Today I would like to tell you that our assumptions are going to be challenged and likely broken by AI. Things that have been standards for decades are going to be tossed out the window. It is extremely hard to plan for such a shock, but I would recommend thinking about potential implications and how to plan for them.
In the doomer scenario we have no jobs. In that scenario would you like to spend your time watching Netflix now or wait until later when you have a ton of free time? Your opportunity cost changes a lot. Do you want to make a big decision to lock in a jumbo mortgage? Even planning a vacation at the end of the year starts to feel intimidating.
In the abundance scenario we may have all our needs met and diseases cured. In that case do we want to spend all our hours grinding away when it’s going to pan out for everyone? I’m not going to tell you where these changes lead and no one can with certainty, but what I can say is the pace of change will accelerate. Next, let’s look at some examples of assumptions that will be stretched.
Jobs and the 4% Rule
If how we work changes dramatically so will job security. Perhaps we end up with bouts of unemployment between various jobs. It certainly would impact how we think about retirement. Meanwhile, the 4% rule is based on historical stock market returns. If AI slashes costs maybe the stock market goes bonkers and investments are worth a ton. But on the other side, maybe there is no more buying power left and the market tanks.
30 Year Mortgage
We don’t know what the job market will look like in 1 year, but we have mortgages that stretch on for 30. Underwriters make an assumption that you will be able to continue to make payments for the duration of the loan.
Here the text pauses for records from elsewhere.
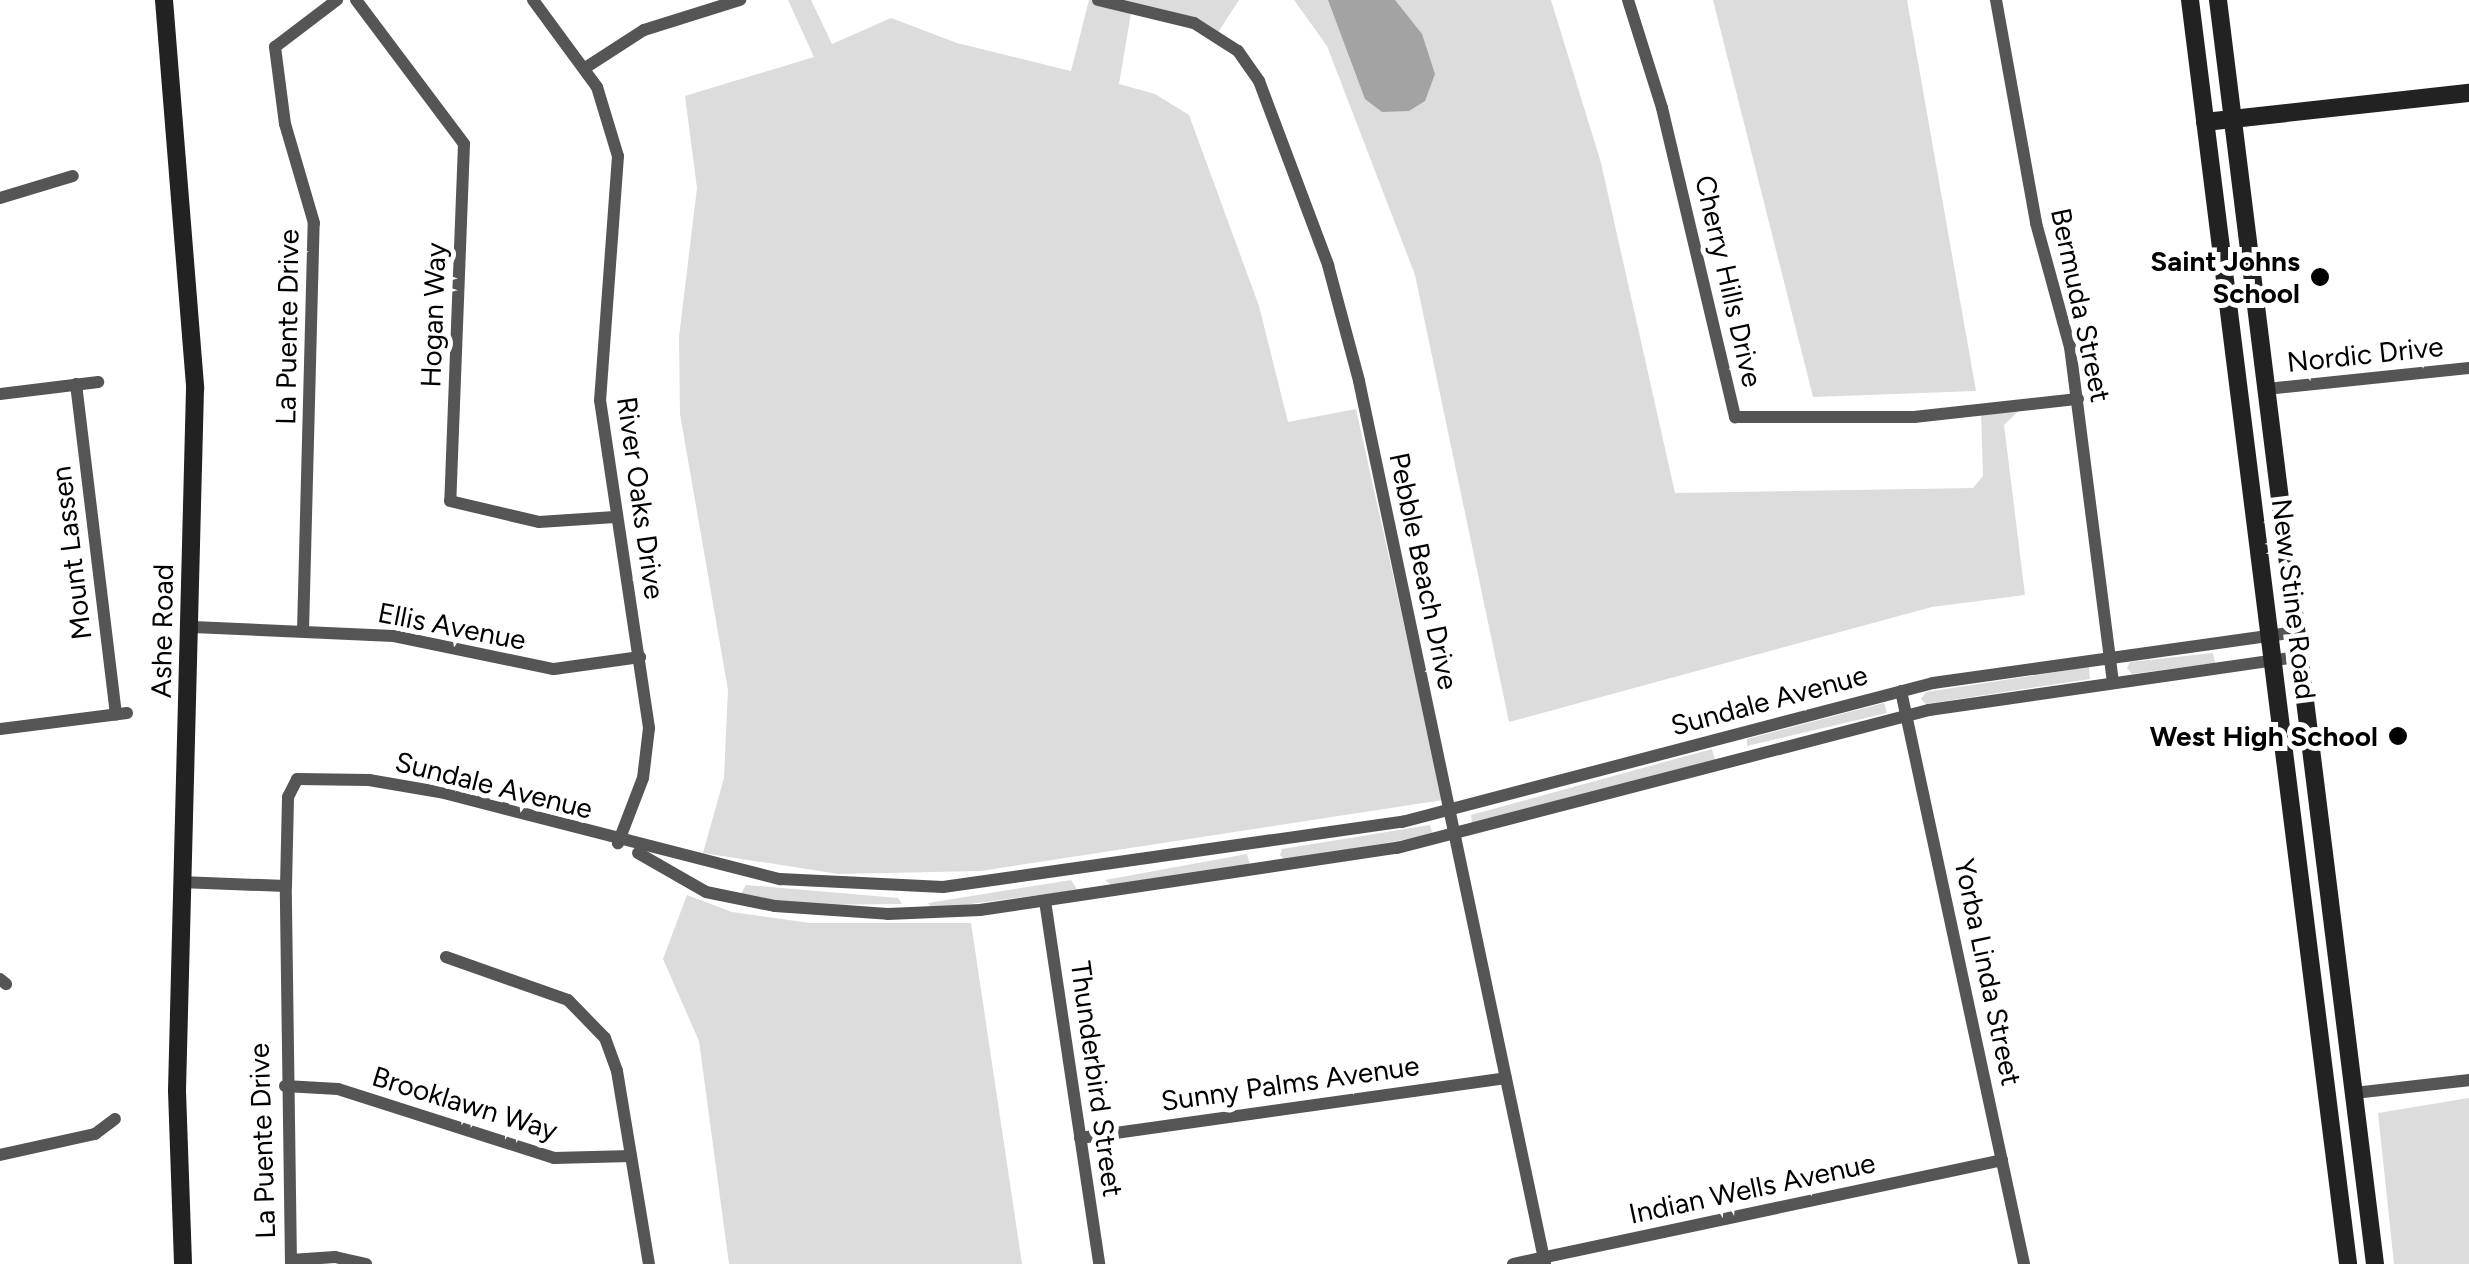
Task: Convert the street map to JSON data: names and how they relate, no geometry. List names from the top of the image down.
{
  "streets": {
    "main road": ["New Stine Road", "Ashe Road"],
    "street": [
      "Cherry Hills Drive",
      "Bermuda Street",
      "Hogan Way",
      "La Puente Drive",
      "Nordic Drive",
      "River Oaks Drive",
      "Mount Lassen",
      "Pebble Beach Drive",
      "Ellis Avenue",
      "Sundale Avenue",
      "Yorba Linda Street",
      "Thunderbird Street",
      "Sunny Palms Avenue",
      "Brooklawn Way",
      "Indian Wells Avenue"
    ]
  },
  "crossings": [
    ["Cherry Hills Drive", "Bermuda Street"],
    ["Bermuda Street", "Sundale Avenue"],
    ["Hogan Way", "River Oaks Drive"],
    ["La Puente Drive", "Ellis Avenue"],
    ["La Puente Drive", "Sundale Avenue"],
    ["La Puente Drive", "Brooklawn Way"],
    ["Nordic Drive", "New Stine Road"],
    ["River Oaks Drive", "Ellis Avenue"],
    ["River Oaks Drive", "Sundale Avenue"],
    ["Pebble Beach Drive", "Sundale Avenue"],
    ["Pebble Beach Drive", "Sunny Palms Avenue"],
    ["Pebble Beach Drive", "Indian Wells Avenue"],
    ["New Stine Road", "Sundale Avenue"],
    ["Ellis Avenue", "Ashe Road"],
    ["Sundale Avenue", "Yorba Linda Street"],
    ["Sundale Avenue", "Thunderbird Street"],
    ["Yorba Linda Street", "Indian Wells Avenue"],
    ["Thunderbird Street", "Sunny Palms Avenue"]
  ],
  "places": ["Saint Johns School", "West High School"]
}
Those get packaged up as high quality debt and sold. If white-collar is displaced, who would want to hold onto those mortgages? Who would want to issue them? Does having a mortgage become good because it is hard to get or a liability?
Life Expectancy
I think a bright spot is that we may get new medicines and treatments thanks to AI. That could extend our lives meaningfully. Yet there are plenty of financial products tied to current assumptions of when a typical person dies. Pensions, medicare, life insurance. Government entitlements are already a huge cost. If we add even more people to the top of the pyramid it becomes more unsustainable.
Taxes
Last year I did conver
t some retirement to Roth because I was in a low tax bracket. Well, if we aren’t employed, then we’ll be in a really low tax bracket and I should’ve waited to do the conversion. This is always a guessing game though.
Credit Card Points
I am one who loves to collect and redeem points. If demand for travel decreases then maybe your points become more valuable as there should be more award availability. However, you may also not want to travel or spend money, so perhaps cash back works better.
Conclusion
I hope I have taught you skills on how to approach a problem through my many articles. I don’t have a solution for you or myself here, but it seems like we are all entering the unknown together. All the best to you!